Kendra O’Brien, a psychologist, has taken off work nearly a dozen times over the past 14 months to go to court.
Each time, O’Brien has had to take leave from her job, cancel patient appointments and rearrange her schedule. A couple times, her two children had to steel themselves to give testimony, meeting with psychologists, only to be told their participation wasn’t needed yet.
O’Brien’s multiple trips to court stemmed from a March 2017 incident in which her husband allegedly hit her with a lomi stick at their Kailua home, punched her in the stomach, crushed her cellphone, slammed a car door on her and shoved her into concrete, threatening to kill her, according to court documents. Their two children, then 10 and 12, witnessed the alleged abuse, the documents say.
O’Brien subsequently obtained a temporary restraining order and a five-year protective order against her husband, who was eventually charged with felony abuse and violating the two orders. Her husband has pleaded not guilty to the criminal charges.
She has had to go to court repeatedly, often because the proceedings were postponed. The criminal cases are still pending and likely will require more court trips. The couple also are pursing a divorce.
“I do realize the system is slow,” O’Brien, 58, told the Honolulu Star-Advertiser, “but it’s the only choice we have. If you don’t go through all these different things, jump through all these hoops, then nothing happens.”
O’Brien’s experience underscores what prosecutors, defense attorneys, crime victims and others say is a serious problem: a strained court system in which domestic violence, drunken driving and other cases frequently are delayed multiple times, disrupting the lives of victims, defendants, witnesses and others who have to return again and again as justice is pursued.
SEEKING COURT PROTECTIONAfter getting a temporary restraining order against her husband last year, Kendra O’Brien’s civil case to secure a protective order was continued several times, highlighting a problem advocates for domestic violence victims say is common.
>> Aug. 22, 2017: Court grants Kendra O’Brien a temporary restraining order against her husband for alleged abuse. He’s prohibited from making any contact with his wife.
>> Sept. 6: Neither side has attorney at initial court hearing. O’Brien’s husband requests continuance to seek legal counsel; case continued to Oct. 4
>> Oct. 4: O’Brien’s husband, the respodent, requests another continuance, mentions pending criminal matter; court grants it over objection of Kendra, the petitioner. New court date: Nov. 14
>> Nov. 14: Citing absence of his lawyer, O’Brien’s husband requests another continuance; Kendra objects. Court grants delay to Jan. 30, 2018, warns Daniel this may be his last one
>> Jan. 30, 2018: Court grants Daniel another continuance – over Kendra’s objection – to obtain legal counsel. New date: Feb. 13
>> Feb. 13: Both sides agree to five-year protective order, prohibiting O’Brien’s husband from making contact with his wife during that period, and a three-year order restricting contact with the couple’s two children to supervised visits.

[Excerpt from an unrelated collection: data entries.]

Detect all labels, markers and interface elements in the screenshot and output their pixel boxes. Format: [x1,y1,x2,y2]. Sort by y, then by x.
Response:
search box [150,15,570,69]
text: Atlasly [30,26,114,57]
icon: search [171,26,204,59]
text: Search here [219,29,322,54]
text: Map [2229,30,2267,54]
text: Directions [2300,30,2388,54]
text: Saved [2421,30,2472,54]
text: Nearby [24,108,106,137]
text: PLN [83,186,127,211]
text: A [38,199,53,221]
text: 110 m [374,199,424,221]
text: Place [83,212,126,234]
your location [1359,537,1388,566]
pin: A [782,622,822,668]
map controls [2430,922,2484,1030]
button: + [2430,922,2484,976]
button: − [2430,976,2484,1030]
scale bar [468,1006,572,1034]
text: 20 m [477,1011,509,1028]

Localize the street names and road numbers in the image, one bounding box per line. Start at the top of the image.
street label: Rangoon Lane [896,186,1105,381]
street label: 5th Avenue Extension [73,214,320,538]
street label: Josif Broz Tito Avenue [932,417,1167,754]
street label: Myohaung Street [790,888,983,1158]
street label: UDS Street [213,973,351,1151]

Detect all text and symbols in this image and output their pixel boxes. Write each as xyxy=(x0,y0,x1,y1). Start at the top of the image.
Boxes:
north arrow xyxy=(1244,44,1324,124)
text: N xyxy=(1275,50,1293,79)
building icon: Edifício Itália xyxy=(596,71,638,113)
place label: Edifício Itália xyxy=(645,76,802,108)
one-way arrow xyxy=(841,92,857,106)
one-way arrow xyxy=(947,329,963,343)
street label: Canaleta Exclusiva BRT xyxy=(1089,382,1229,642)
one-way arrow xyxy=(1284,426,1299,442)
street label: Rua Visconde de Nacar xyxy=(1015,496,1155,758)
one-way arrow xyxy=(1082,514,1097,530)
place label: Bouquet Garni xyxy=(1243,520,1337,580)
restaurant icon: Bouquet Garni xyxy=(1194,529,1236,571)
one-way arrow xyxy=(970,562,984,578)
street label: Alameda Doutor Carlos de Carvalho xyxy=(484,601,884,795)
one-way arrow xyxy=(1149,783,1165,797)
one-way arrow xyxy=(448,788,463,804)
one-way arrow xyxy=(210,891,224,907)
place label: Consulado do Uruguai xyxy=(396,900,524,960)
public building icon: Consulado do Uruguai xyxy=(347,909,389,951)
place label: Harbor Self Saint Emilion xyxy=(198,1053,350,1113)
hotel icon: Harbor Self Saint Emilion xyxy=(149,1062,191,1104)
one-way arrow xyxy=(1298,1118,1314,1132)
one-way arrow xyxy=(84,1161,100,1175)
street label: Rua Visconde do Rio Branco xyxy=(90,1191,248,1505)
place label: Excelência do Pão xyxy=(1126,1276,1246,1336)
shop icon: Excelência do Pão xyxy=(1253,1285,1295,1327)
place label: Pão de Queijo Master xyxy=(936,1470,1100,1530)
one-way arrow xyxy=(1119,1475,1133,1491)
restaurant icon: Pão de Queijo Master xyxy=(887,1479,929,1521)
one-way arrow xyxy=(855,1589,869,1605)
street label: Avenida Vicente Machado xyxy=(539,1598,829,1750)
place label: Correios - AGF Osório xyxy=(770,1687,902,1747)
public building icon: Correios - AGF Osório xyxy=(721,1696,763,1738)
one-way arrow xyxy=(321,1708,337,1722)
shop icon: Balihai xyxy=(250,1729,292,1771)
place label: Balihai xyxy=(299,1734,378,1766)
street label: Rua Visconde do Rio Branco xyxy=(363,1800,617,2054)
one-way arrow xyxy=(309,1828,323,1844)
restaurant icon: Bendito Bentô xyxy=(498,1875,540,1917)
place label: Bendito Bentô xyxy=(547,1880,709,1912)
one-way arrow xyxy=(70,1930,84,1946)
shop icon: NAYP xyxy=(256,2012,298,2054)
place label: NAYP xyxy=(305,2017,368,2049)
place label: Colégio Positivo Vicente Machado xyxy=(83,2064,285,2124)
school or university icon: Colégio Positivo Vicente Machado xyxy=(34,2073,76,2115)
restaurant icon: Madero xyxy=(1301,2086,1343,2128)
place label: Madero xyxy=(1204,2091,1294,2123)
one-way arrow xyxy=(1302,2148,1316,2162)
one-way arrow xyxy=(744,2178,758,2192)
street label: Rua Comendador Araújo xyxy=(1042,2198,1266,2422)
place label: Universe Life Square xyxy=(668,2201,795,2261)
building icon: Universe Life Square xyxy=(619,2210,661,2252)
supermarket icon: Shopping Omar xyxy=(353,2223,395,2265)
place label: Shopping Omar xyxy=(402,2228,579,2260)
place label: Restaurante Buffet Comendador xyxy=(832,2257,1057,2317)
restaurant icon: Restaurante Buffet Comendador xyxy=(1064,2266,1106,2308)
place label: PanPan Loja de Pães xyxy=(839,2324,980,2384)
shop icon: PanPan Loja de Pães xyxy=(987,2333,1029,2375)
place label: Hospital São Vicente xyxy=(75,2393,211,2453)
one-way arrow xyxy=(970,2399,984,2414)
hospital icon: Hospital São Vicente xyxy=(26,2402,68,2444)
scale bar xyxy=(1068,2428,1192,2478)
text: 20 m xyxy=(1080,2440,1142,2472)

The crowded dockets are especially evident on Oahu, particularly with misdemeanors and temporary restraining orders in domestic disputes. The latter are civil, not criminal, matters.
“You couldn’t pay me enough money to go to the courthouse in Kapolei,” said Katherine “Kat” Aikau, who had multiple trips there for two TROs she sought against her late husband. “It’s so traumatic.”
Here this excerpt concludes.